### GOAL OF THE EXERCISE:
Every record below must be returned exactly as it was received.

### STUDY MATERIAL:
• • • • • • •
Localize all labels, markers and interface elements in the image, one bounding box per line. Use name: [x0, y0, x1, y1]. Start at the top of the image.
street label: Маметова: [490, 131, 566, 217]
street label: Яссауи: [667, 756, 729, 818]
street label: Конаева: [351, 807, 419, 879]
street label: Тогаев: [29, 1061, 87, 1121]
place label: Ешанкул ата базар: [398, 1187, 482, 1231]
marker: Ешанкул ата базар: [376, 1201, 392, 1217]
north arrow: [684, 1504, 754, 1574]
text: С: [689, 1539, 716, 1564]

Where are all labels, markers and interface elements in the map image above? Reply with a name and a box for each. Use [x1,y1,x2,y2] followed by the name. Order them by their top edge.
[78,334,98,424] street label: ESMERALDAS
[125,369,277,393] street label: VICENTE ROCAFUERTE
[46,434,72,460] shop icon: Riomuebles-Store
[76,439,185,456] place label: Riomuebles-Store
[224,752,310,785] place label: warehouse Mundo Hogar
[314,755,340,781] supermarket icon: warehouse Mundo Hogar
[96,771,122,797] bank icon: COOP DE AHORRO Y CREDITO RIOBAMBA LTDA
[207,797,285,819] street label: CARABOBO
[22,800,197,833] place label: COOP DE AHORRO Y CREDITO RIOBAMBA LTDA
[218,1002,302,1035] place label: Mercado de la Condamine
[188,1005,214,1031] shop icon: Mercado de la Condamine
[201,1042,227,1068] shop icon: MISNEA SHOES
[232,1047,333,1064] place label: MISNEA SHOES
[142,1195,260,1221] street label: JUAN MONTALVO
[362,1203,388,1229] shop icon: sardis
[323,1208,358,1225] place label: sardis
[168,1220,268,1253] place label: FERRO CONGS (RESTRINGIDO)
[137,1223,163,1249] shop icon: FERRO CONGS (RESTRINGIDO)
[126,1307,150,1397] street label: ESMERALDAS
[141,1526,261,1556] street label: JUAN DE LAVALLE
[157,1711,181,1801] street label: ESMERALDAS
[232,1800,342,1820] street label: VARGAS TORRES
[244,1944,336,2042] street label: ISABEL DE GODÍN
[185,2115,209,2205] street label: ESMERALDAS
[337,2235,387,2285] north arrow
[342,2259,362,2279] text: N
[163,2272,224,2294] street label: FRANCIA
• • • • • • •
### OUTPUT BELOW:
Localize all labels, markers and interface elements in the image, one bounding box per line. Use name: [x0, y0, x1, y1]. Start at the top of the image.
street label: Маметова: [490, 131, 566, 217]
street label: Яссауи: [667, 756, 729, 818]
street label: Конаева: [351, 807, 419, 879]
street label: Тогаев: [29, 1061, 87, 1121]
place label: Ешанкул ата базар: [398, 1187, 482, 1231]
marker: Ешанкул ата базар: [376, 1201, 392, 1217]
north arrow: [684, 1504, 754, 1574]
text: С: [689, 1539, 716, 1564]

Where are all labels, markers and interface elements in the map image above? Reply with a name and a box for each. Use [x1,y1,x2,y2] followed by the name. Order them by their top edge.
[78,334,98,424] street label: ESMERALDAS
[125,369,277,393] street label: VICENTE ROCAFUERTE
[46,434,72,460] shop icon: Riomuebles-Store
[76,439,185,456] place label: Riomuebles-Store
[224,752,310,785] place label: warehouse Mundo Hogar
[314,755,340,781] supermarket icon: warehouse Mundo Hogar
[96,771,122,797] bank icon: COOP DE AHORRO Y CREDITO RIOBAMBA LTDA
[207,797,285,819] street label: CARABOBO
[22,800,197,833] place label: COOP DE AHORRO Y CREDITO RIOBAMBA LTDA
[218,1002,302,1035] place label: Mercado de la Condamine
[188,1005,214,1031] shop icon: Mercado de la Condamine
[201,1042,227,1068] shop icon: MISNEA SHOES
[232,1047,333,1064] place label: MISNEA SHOES
[142,1195,260,1221] street label: JUAN MONTALVO
[362,1203,388,1229] shop icon: sardis
[323,1208,358,1225] place label: sardis
[168,1220,268,1253] place label: FERRO CONGS (RESTRINGIDO)
[137,1223,163,1249] shop icon: FERRO CONGS (RESTRINGIDO)
[126,1307,150,1397] street label: ESMERALDAS
[141,1526,261,1556] street label: JUAN DE LAVALLE
[157,1711,181,1801] street label: ESMERALDAS
[232,1800,342,1820] street label: VARGAS TORRES
[244,1944,336,2042] street label: ISABEL DE GODÍN
[185,2115,209,2205] street label: ESMERALDAS
[337,2235,387,2285] north arrow
[342,2259,362,2279] text: N
[163,2272,224,2294] street label: FRANCIA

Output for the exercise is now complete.